§ **Task to carry out**:
Show every line from the data below that includes "body".
++++++++++
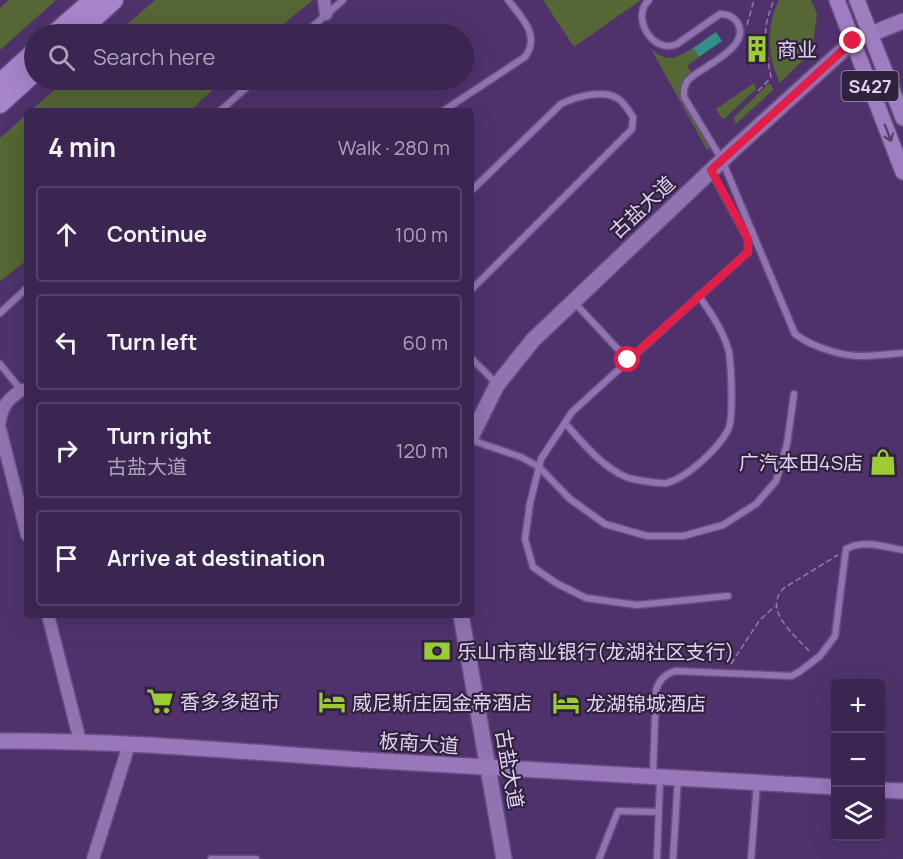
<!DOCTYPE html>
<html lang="en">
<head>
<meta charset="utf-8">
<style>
	:root { --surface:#3b2651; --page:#422e58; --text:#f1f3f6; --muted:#aca5b7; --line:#544368 }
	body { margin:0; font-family:Manrope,"Noto Sans SC",sans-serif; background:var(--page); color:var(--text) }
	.controls { position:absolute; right:18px; bottom:18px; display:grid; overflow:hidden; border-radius:6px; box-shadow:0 6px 24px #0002 }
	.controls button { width:54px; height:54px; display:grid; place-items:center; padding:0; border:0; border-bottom:2px solid var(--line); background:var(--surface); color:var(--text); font:30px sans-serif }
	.stop { position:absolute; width:18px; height:18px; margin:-14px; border:4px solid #e11d48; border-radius:50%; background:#fff }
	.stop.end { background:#e11d48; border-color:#fff; box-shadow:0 2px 6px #0008 }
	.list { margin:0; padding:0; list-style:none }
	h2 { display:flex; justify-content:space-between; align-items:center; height:78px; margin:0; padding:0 24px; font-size:26px }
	h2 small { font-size:20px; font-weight:400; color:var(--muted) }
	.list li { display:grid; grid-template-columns:39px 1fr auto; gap:18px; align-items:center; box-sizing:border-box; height:96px; margin:0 12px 12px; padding:0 12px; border:2px solid var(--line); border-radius:6px }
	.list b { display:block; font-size:22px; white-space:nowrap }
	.list p { margin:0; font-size:20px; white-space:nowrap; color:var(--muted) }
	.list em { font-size:20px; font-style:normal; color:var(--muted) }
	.icon { flex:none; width:33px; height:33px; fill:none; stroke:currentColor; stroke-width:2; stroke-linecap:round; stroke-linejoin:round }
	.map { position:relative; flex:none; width:903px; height:859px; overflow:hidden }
	.search { position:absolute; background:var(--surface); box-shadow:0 6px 24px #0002; left:24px; top:24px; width:450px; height:66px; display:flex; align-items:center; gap:15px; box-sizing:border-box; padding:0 21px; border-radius:33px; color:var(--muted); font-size:22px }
	.panel { position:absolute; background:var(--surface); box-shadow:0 6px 24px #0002; left:24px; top:108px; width:450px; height:510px; border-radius:6px }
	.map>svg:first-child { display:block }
	.green { fill:#546734 }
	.water { fill:#329086 }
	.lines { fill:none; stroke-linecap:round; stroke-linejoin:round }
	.service-casing { stroke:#684e80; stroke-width:9 }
	.minor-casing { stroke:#684e80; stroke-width:15 }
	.tertiary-casing { stroke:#684e80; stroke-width:18 }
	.secondary-casing { stroke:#684e80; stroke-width:18 }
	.primary-casing { stroke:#684e80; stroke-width:18 }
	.motorway-casing { stroke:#684e80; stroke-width:21 }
	.path { stroke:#927aa9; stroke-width:1.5; stroke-dasharray:6 3; stroke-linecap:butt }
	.service { stroke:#9273b2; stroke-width:6 }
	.minor { stroke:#9273b2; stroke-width:12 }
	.tertiary { stroke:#9273b2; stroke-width:15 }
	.secondary { stroke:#9878ba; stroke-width:15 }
	.primary { stroke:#9e7ec1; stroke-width:15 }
	.motorway { stroke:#a685cb; stroke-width:18 }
	.oneway { stroke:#56426b }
	.route { stroke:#e11d48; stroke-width:8 }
	.labels { text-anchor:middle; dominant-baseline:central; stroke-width:4.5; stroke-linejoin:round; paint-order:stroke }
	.shield { fill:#2f223c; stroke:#ab9cbb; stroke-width:1.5 }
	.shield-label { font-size:18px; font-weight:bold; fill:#e0d0f2 }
	.poi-label { font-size:20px; fill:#e0d0f2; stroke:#2f223c; text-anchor:start }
	.street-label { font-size:20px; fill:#e0d0f2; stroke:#2f223c }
</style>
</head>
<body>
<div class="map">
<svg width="903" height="859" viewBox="0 0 903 859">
	<rect width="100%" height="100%" fill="#4f326c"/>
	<g class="green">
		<polygon points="9,0 56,0 0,50 0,8"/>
		<polygon points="155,0 313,0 271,34 116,34"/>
		<polygon points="543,0 641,0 574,47"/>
		<path d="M779,0H811L817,14L812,51L780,83C767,56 766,27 779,0Z"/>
		<path d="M693,48L699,57L687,66L692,73L682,84L681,98L710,148L707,150L651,49C668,63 675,59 693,48Z"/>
		<polygon points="66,80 223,80 190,111 30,111"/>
		<polygon points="754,83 756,89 725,118 722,119 716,109"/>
		<polygon points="768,84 771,84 773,90 737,123 735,123 734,117"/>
		<polygon points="27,114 27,260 0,281 0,138"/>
	</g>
	<polygon class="water" points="716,32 722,41 699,57 693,48"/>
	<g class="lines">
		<defs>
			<g id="service">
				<path d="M649,0C630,17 653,55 677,44L720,14C727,14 733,16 737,22C753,47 703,66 689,79C684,85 683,90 684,97L722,160L795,334C811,346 840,356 861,356C875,356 889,354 903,353"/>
				<polyline points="304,34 343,0"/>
				<polyline points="220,111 255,80"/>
				<path d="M443,111L525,57C541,35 521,17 508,0"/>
				<polyline points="711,171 748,239 748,252 572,412 541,459 530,503 525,539 533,567 556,583 586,598 637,605 728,596"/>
				<path d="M471,191L561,104C575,97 602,89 617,98C624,102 629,111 633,117L632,129L471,290"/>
				<polyline points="573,301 628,360"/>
				<polyline points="0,313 27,288"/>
				<polyline points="471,358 496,383"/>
				<polyline points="0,364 21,390 27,386"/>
				<path d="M565,423C583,443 601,466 626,477C633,480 661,484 667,483C688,477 718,449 728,430C734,419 731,366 729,352C724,332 711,313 699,296"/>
				<polyline points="471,440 521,457 539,467 570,499 605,524 647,536 683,536 723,525 756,504 776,481 787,444 794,394"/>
				<path d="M653,775L656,690C659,680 665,674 675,671L791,676L799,672L820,656L835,636L846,549C863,539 885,547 903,550"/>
				<polyline points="211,859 256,859"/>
				<polyline points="599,859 618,811 658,812"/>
				<polyline points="657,859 660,779"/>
				<polyline points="673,859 678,778"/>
				<polyline points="751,859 757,783"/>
			</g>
			<g id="minor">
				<polyline points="324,0 326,14"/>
				<path d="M0,421C2,405 9,399 21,390"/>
				<polyline points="0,429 27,535"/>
				<polyline points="48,615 80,741"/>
				<polyline points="93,859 129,745"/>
			</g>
			<g id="tertiary">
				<polyline points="471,437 497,385 533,340 735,148 853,41 871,34"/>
				<polyline points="461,615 504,859"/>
			</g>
			<g id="secondary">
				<polyline points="871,34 903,21"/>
				<path d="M0,741C127,740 255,753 381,761C533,771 684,777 836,787"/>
				<polyline points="880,790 903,791"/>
			</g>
			<g id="primary">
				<polyline points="837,0 903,172"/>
				<polyline points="857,0 903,118"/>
			</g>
			<g id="motorway">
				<polyline points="54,34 93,0"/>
				<polyline points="77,34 114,0"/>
				<polyline points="0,83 34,52"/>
				<polyline points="0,104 34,73"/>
			</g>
		</defs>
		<use href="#service" class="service-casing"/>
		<use href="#minor" class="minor-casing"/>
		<use href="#tertiary" class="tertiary-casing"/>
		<use href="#secondary" class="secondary-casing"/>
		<use href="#primary" class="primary-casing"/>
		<use href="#motorway" class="motorway-casing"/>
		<g class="path">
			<polyline points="747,25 754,0"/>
			<polyline points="747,41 752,67"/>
			<path d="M758,91L771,78C766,45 760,33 774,0"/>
			<path d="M809,651C794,634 762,610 784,588L838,555"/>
			<polyline points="731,664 759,621 775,606"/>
		</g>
		<use href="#service" class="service"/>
		<use href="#minor" class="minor"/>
		<use href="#tertiary" class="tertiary"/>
		<use href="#secondary" class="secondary"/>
		<use href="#primary" class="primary"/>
		<use href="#motorway" class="motorway"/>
	</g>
	<defs><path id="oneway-shaft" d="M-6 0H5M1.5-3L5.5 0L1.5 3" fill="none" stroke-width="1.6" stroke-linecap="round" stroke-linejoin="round" transform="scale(1.5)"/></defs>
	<use class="oneway" href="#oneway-shaft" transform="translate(888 133) rotate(69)"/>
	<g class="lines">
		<polyline class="route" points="628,360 748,252 748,239 711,170 853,41"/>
	</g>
	<defs>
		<symbol id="building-bare" viewBox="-9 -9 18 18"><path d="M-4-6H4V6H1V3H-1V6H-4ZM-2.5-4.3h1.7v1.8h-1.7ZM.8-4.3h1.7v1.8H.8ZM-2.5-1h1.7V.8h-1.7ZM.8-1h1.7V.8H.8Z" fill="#9ccb32" stroke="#2f223c" stroke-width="2.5" paint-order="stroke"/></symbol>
		<symbol id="shop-bare" viewBox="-9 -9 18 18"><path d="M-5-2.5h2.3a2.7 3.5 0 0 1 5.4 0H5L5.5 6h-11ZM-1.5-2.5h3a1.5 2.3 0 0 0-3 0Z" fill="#9ccb32" stroke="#2f223c" stroke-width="2.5" paint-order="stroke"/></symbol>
		<symbol id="bank-bare" viewBox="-9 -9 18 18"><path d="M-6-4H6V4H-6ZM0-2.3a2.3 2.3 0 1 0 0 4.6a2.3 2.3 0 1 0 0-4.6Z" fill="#9ccb32" stroke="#2f223c" stroke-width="2.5" paint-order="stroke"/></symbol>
		<symbol id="supermarket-bare" viewBox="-9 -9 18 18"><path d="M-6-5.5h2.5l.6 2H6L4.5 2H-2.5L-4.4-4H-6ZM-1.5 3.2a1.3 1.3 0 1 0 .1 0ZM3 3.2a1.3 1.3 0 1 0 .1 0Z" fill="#9ccb32" stroke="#2f223c" stroke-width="2.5" paint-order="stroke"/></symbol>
		<symbol id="hotel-bare" viewBox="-9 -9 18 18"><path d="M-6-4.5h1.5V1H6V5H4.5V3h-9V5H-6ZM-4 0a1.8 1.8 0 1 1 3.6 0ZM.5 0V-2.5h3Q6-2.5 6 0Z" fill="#9ccb32" stroke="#2f223c" stroke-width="2.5" paint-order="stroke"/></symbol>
	</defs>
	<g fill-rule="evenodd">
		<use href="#building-bare" x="738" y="30" width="38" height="38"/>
		<use href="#shop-bare" x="864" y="443" width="38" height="38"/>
		<use href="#bank-bare" x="418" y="632" width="38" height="38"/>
		<use href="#supermarket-bare" x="141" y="682" width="38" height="38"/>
		<use href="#hotel-bare" x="313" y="683" width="38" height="38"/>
		<use href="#hotel-bare" x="547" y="684" width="38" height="38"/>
	</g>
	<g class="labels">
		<rect class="shield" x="841.5" y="71" width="57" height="30" rx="4.5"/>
		<g class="shield-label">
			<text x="870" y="86">S427</text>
		</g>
		<g class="poi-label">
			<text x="777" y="49">商业</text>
			<text x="863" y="462" text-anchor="end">广汽本田4S店</text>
			<text x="457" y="651">乐山市商业银行(龙湖社区支行)</text>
			<text x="180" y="701">香多多超市</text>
			<text x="352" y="702">威尼斯庄园金帝酒店</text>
			<text x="586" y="703">龙湖锦城酒店</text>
		</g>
		<g class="street-label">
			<text transform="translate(642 207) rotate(-43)">古盐大道</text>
			<text transform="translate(419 743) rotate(4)">板南大道</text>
			<text transform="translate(510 769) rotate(80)">古盐大道</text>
		</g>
	</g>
</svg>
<div class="controls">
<button>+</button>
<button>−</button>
<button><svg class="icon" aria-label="layers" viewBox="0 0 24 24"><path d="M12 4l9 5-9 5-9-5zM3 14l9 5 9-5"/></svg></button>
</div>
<div class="stop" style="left:628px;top:360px"></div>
<div class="stop end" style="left:853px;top:41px"></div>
<div class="search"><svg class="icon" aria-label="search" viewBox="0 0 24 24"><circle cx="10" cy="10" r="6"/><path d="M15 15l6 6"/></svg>Search here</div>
<section class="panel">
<h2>4 min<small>Walk · 280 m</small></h2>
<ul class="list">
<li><svg class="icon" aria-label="ahead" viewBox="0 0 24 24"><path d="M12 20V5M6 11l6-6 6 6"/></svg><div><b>Continue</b></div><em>100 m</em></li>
<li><svg class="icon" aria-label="left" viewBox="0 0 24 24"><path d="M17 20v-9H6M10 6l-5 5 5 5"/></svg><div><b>Turn left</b></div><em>60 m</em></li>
<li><svg class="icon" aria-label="right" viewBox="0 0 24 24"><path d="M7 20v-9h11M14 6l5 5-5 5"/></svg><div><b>Turn right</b><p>古盐大道</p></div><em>120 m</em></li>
<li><svg class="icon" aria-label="arrive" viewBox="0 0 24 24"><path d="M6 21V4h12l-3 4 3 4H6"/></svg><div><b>Arrive at destination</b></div></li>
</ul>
</section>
</div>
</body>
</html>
++++++++++
§ **Written solution**:
	body { margin:0; font-family:Manrope,"Noto Sans SC",sans-serif; background:var(--page); color:var(--text) }
<body>
</body>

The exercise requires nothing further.